▶

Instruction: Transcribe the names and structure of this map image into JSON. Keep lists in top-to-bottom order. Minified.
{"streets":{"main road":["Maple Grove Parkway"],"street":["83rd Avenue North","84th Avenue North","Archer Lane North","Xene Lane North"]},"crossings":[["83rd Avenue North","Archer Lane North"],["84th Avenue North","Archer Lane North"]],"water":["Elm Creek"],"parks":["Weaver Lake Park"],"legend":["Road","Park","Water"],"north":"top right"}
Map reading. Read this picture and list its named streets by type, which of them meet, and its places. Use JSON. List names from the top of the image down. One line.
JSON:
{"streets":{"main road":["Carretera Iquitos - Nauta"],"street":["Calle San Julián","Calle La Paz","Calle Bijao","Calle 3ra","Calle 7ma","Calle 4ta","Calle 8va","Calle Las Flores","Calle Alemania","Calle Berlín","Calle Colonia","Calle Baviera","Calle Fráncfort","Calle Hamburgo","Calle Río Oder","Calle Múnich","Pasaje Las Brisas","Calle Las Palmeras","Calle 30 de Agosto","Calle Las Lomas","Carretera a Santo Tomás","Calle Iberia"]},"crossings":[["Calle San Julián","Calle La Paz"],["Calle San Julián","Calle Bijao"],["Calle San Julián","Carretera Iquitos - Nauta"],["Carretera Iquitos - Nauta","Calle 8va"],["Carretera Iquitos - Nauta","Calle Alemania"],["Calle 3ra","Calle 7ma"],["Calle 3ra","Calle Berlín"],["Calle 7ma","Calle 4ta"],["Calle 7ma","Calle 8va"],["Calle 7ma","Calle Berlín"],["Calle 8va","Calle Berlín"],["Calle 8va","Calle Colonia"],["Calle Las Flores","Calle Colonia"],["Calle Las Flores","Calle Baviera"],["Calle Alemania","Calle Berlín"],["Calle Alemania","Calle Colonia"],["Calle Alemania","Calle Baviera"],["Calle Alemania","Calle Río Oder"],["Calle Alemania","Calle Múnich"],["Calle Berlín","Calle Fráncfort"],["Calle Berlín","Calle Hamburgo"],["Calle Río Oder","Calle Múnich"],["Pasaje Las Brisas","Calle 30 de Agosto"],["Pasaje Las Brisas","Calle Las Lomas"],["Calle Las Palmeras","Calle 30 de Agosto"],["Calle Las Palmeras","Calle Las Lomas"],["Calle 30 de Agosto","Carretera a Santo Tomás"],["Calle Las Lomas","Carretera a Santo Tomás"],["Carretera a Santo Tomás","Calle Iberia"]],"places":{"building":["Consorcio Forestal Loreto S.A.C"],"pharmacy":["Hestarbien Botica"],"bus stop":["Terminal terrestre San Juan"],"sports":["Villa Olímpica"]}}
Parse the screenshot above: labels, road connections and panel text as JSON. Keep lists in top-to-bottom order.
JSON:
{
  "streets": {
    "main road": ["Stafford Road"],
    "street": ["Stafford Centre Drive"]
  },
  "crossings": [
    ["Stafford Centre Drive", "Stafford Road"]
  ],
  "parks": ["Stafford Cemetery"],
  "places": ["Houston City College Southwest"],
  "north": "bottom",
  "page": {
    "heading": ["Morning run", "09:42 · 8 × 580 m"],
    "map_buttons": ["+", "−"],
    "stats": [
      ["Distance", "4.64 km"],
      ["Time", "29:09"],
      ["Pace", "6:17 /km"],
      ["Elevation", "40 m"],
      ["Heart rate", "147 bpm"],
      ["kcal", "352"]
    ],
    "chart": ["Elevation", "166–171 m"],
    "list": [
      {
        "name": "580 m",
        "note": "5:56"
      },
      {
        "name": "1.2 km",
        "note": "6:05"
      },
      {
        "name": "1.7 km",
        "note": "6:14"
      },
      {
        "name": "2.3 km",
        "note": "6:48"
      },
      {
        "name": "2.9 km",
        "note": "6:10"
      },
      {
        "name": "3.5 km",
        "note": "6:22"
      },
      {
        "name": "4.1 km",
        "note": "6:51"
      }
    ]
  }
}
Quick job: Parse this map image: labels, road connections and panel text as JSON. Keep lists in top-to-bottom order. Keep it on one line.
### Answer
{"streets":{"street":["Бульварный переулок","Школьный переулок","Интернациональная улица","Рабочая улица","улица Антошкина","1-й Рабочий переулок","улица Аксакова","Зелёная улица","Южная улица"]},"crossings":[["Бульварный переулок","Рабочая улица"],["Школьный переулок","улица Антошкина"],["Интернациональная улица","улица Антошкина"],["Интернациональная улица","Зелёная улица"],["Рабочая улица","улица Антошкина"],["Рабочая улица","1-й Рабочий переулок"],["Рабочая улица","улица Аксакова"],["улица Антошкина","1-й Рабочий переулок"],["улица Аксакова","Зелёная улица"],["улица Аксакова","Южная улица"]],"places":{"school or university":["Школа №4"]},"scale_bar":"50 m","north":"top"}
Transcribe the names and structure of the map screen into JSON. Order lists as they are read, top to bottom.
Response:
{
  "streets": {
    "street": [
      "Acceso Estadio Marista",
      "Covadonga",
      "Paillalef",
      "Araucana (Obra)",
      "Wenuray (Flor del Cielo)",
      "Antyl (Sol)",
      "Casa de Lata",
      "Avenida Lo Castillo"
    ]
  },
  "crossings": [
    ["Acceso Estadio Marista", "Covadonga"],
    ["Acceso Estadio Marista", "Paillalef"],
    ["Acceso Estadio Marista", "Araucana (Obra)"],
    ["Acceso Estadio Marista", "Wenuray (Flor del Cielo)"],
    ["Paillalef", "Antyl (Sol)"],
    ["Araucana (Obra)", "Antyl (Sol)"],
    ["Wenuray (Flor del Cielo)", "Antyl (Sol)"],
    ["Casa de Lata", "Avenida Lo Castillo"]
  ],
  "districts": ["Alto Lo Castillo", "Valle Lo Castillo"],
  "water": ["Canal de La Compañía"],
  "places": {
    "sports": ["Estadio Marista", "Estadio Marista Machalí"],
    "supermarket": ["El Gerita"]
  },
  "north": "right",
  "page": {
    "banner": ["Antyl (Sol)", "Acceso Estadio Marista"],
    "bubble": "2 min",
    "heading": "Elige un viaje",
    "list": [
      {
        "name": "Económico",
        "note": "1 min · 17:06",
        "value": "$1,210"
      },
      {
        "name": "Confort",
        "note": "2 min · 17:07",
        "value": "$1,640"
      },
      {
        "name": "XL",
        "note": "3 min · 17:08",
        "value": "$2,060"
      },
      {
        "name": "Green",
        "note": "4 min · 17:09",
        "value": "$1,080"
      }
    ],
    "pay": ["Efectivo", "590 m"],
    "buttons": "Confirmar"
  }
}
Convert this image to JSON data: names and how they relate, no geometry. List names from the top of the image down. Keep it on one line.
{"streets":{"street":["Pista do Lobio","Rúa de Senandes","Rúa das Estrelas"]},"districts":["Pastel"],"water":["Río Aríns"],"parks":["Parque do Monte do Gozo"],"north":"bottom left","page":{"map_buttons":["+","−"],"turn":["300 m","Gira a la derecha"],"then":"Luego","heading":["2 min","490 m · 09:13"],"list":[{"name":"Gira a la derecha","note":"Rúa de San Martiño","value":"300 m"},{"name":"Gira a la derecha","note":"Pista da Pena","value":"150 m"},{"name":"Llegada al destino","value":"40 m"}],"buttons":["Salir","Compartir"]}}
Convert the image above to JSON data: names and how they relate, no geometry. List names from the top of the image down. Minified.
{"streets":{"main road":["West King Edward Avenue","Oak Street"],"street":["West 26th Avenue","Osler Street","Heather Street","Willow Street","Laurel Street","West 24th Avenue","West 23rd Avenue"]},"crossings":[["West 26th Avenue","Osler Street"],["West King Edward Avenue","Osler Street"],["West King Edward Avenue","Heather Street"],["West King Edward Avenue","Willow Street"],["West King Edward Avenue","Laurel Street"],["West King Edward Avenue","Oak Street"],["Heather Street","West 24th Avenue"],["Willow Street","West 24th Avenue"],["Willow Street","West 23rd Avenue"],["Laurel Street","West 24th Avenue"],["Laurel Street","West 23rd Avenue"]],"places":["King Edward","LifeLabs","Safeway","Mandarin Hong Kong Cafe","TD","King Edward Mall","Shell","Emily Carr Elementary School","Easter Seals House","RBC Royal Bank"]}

◀

## PROBLEM TO WORK ON
Copy out, from the listing above, every line that contains the word "relate".

## SOLUTION TO THIS TASK
Convert this image to JSON data: names and how they relate, no geometry. List names from the top of the image down. Keep it on one line.
Convert the image above to JSON data: names and how they relate, no geometry. List names from the top of the image down. Minified.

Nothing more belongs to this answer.